Ce que tu donnes Thierry, est tout à fait vrai et fonctionne sour TIger (pour le moins). Par contre, il y a une alerte uniquement si une application graphique est lancée (en fenêtre ouverte). Si toutes les fenêtres sont fermés, pas de xterm par exemple, un pomme+Q quitte X11 sans message d'erreur.
avr, ce que tu peux faire, c'est lancer un xterm que tu minimises dans le terminal. Dans ce cas, tu auras droit à un message demandant si tu veux bien quitter X11.
Je n'ai pas d'autre astuce pour le moment. 

Pour le réglage de la préférence, c'est pas Yes et No d'ailleurs ?
Néanmoins, par défaut il y a un message d'erreur à la fermeture de X11 si une fenêtre est ouverte


----------



## Thierry6 (23 Juillet 2005)

daffyb a dit:
			
		

> Par contre, il y a une alerte uniquement si une application graphique est lancée (en fenêtre ouverte). Si toutes les fenêtres sont fermés, pas de xterm par exemple, un pomme+Q quitte X11 sans message d'erreur.



  pas chez moi, même quand aucune application graphique est ouverte, il me demande de confirmer ???



			
				daffyb a dit:
			
		

> ce que tu peux faire, c'est lancer un xterm que tu minimises dans le terminal



ou alors on a enfin trouvé une utilité à Xeyes ?


----------



## daffyb (23 Juillet 2005)

Thierry6 a dit:
			
		

> (...)ou alors on a enfin trouvé une utilité à Xeyes ?


----------



## molgow (23 Juillet 2005)

daffyb a dit:
			
		

> Par contre, il y a une alerte uniquement si une application graphique est lancée (en fenêtre ouverte). Si toutes les fenêtres sont fermés, pas de xterm par exemple, un pomme+Q quitte X11 sans message d'erreur.

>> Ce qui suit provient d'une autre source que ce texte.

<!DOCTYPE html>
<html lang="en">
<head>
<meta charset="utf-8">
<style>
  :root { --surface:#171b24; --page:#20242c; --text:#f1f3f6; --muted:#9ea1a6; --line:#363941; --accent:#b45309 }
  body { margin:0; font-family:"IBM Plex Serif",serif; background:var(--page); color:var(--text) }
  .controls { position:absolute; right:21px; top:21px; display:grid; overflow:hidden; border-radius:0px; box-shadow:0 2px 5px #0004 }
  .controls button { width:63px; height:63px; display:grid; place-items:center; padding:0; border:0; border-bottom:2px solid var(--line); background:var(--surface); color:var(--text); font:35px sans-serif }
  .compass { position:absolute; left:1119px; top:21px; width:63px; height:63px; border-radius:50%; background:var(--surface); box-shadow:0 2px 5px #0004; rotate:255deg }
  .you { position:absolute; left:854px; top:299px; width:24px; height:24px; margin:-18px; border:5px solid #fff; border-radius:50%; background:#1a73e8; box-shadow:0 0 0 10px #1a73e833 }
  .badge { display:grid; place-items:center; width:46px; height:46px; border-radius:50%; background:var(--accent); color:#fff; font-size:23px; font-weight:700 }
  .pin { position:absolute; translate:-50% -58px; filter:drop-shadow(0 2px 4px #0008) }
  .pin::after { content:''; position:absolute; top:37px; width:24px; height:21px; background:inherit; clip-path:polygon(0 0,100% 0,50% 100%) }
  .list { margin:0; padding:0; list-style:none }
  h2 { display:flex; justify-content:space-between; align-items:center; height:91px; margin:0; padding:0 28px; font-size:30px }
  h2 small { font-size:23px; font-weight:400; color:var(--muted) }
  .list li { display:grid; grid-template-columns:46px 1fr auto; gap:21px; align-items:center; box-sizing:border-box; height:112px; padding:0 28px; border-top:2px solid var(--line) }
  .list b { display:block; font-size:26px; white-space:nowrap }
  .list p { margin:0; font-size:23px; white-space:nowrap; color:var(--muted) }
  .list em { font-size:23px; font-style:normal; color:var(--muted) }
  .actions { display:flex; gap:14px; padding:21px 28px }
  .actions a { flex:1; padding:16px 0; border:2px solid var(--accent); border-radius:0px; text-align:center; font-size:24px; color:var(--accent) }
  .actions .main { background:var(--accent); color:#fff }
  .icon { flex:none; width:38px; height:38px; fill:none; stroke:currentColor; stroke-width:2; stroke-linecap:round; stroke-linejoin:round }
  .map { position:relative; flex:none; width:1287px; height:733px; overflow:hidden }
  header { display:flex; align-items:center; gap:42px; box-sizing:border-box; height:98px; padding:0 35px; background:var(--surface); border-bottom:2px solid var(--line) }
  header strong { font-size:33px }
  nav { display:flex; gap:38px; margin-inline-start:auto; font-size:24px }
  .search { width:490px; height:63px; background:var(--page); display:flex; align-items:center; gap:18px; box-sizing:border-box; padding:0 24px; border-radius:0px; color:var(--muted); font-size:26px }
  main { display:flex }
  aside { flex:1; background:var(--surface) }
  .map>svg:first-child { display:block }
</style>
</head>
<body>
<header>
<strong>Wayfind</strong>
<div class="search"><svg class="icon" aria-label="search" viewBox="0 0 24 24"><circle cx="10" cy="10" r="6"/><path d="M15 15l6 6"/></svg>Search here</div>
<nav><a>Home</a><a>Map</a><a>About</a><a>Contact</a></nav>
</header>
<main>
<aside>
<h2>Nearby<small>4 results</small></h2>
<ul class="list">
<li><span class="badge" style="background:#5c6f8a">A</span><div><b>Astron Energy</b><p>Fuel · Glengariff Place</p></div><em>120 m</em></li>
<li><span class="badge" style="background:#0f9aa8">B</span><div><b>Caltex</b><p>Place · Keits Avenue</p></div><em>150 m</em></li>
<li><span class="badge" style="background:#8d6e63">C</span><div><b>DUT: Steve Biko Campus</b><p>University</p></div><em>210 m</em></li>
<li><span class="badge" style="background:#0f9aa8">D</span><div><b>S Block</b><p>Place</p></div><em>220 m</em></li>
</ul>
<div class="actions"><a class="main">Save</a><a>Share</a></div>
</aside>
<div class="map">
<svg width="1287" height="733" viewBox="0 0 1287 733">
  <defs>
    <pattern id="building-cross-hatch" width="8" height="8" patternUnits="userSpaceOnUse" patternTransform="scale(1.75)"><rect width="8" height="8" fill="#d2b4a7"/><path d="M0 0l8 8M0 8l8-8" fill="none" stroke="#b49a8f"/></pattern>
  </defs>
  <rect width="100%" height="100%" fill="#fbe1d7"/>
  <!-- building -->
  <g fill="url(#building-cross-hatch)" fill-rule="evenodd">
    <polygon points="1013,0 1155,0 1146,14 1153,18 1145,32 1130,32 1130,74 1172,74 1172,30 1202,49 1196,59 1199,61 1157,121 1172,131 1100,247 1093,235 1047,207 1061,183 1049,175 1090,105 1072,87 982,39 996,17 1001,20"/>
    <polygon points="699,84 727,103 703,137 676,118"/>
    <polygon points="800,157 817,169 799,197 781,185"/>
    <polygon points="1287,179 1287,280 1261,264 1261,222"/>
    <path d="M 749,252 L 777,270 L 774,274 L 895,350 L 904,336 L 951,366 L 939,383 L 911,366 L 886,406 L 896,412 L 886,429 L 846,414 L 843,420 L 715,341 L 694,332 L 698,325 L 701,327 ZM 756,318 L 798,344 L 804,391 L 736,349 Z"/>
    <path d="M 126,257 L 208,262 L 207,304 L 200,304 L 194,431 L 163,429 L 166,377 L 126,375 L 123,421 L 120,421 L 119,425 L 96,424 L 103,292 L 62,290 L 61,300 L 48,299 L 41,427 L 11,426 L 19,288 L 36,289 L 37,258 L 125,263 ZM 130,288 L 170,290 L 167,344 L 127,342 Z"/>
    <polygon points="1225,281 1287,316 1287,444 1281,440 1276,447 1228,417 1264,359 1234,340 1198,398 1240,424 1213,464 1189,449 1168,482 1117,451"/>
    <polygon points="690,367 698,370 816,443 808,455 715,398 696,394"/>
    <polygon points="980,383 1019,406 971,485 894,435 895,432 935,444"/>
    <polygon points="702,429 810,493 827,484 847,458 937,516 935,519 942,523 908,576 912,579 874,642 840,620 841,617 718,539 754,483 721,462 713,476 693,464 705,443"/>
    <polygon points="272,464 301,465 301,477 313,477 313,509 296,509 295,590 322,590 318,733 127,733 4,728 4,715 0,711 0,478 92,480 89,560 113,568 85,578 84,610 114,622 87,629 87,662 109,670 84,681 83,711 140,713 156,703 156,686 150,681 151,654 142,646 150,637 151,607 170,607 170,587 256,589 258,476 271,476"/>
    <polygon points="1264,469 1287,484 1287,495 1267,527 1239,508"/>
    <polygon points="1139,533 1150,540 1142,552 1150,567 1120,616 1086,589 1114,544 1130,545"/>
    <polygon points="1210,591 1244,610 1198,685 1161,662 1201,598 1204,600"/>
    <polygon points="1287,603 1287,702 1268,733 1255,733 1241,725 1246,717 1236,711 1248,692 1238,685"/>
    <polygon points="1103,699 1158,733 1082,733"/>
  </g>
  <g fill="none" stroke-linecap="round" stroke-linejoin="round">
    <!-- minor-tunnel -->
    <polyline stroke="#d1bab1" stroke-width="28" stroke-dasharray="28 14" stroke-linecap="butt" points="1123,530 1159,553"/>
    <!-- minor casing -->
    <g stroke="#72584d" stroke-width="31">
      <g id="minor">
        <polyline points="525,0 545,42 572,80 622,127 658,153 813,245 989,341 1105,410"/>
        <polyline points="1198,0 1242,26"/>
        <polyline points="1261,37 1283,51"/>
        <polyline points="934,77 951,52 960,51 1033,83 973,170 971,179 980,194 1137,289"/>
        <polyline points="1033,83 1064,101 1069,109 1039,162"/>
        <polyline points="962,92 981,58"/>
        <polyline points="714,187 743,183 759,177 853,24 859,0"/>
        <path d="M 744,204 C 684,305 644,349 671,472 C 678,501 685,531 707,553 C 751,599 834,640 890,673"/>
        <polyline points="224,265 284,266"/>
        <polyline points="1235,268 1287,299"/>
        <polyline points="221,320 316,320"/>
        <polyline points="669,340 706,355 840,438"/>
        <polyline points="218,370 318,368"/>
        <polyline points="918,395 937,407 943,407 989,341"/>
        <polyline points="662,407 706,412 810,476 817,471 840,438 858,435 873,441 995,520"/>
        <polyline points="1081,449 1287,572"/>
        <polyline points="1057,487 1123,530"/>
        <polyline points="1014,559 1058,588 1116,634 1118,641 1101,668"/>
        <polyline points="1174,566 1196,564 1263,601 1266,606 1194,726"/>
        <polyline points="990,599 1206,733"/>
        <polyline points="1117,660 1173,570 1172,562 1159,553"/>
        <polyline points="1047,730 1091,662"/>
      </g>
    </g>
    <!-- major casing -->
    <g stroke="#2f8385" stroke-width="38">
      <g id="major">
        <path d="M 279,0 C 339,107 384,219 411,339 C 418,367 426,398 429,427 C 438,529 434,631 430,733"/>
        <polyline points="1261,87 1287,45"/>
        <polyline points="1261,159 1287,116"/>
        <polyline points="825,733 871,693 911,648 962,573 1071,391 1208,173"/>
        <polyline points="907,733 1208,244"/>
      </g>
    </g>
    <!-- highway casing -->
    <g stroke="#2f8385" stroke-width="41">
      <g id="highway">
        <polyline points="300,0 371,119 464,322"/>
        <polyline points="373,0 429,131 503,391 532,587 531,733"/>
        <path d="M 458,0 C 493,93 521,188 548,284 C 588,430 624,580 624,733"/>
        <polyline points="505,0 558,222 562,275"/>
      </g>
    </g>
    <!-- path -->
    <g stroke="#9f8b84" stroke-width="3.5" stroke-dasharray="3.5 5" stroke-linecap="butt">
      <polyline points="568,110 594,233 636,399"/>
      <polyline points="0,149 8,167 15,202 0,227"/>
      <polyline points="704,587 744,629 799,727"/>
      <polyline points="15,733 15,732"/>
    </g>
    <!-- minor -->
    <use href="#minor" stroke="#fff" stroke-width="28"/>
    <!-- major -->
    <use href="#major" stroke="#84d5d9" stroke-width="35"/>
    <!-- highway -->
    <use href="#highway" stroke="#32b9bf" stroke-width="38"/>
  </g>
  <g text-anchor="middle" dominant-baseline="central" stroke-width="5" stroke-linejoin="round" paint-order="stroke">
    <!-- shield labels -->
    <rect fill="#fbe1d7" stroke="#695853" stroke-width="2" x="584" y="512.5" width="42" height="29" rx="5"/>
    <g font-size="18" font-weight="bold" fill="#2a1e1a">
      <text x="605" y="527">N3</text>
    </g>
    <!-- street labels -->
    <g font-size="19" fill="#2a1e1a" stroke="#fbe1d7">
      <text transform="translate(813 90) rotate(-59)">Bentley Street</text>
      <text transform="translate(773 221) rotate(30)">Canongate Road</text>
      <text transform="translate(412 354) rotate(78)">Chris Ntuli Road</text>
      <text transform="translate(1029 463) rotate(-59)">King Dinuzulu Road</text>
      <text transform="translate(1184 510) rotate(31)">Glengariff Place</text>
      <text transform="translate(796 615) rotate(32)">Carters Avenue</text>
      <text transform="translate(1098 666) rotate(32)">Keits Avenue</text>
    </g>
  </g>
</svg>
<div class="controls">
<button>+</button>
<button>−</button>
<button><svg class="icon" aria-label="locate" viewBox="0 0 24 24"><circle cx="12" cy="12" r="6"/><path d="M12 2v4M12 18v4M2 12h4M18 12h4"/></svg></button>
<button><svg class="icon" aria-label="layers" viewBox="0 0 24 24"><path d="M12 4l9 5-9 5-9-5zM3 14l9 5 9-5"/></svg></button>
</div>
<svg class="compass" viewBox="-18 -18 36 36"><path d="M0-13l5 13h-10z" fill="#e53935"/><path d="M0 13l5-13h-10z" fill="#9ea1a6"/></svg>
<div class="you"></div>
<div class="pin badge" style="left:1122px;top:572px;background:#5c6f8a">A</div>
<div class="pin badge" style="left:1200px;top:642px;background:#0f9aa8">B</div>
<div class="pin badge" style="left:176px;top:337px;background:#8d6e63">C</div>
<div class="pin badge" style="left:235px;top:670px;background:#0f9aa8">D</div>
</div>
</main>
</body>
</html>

Même comportement chez moi avec Tiger et X11 1.1.


----------



## avr (25 Juillet 2005)

Merci pour vos réponses.

Effectivement, chez moi aussi, il y a une alerte uniquement quand j'ai un xterm d'ouvert (ou une application graphique). C'est un réglage qui se fait dans les pref's de x11.
Vous savez ce qu'a paramétré Thierry6 pour obtenir ce comportement?:


			
				Thierry6 a dit:
			
		

> pas chez moi, même quand aucune application graphique est ouverte, il me demande de confirmer ???


En attendant, j'ai suivi les conseils du canard  :


			
				daffyb a dit:
			
		

> avr, ce que tu peux faire, c'est lancer un xterm que tu minimises dans le terminal*. Dans ce cas, tu auras droit à un message demandant si tu veux bien quitter X11.


Et pour être bien sûr, j'ai aussi tourné no_quit_alert sur false.
Si avec tout ça je fais encore des conner***... :rateau: 
Par contre, vendredi soir, en partant, j'étais un peu sur les dents. De rage j'ai relancé tout de suite une simu. Elle a donc tourné tout le WE. Résultat: j'ai plus tellement envie d'essayer de quitter X11 pour voir s'il me met un message d'alerte...  Promis, la prochaine fois, je réfléchirai avant de lancer des calculs de bourrin... :rose: 

Encore merci pour vos réponses.


*tu voulais dire dans le Dock, non? Et c'est quoi Xeyes?


----------



## daffyb (25 Juillet 2005)

avr a dit:
			
		

> (...)
> *tu voulais dire dans le Dock, non? Et c'est quoi Xeyes?


Oui, je voulais dire dans le dock
xeyes, est une petite application qui ouvre une fenêtre avec des yeux qui suivent le pointeur de la souris. On peut passer pleins de paramêtre pour choisir la couleur des yeux. toutalement inutil, donc indispensable 
Dans le même ordre d'idée, tu peux aussi lancer xclock ou xlogo  






Je sais c'est un image sous windows, mais bon, ça regroupe tous mes exemples et puis, c'est google qu me les a données


----------



## jyd04 (29 Juillet 2005)

xcalc est pas mal non plus...

une petite calculette toujours sous la main quoi...


----------



## Thierry6 (29 Juillet 2005)

avr a dit:
			
		

> Vous savez ce qu'a paramétré Thierry6 pour obtenir ce comportement?:



Le pire c'est que moi non plus, j'aurais même tendance à dire rien, mais à la lecture de vos messages tous concordants, j'ai du rentrer quelque chose


----------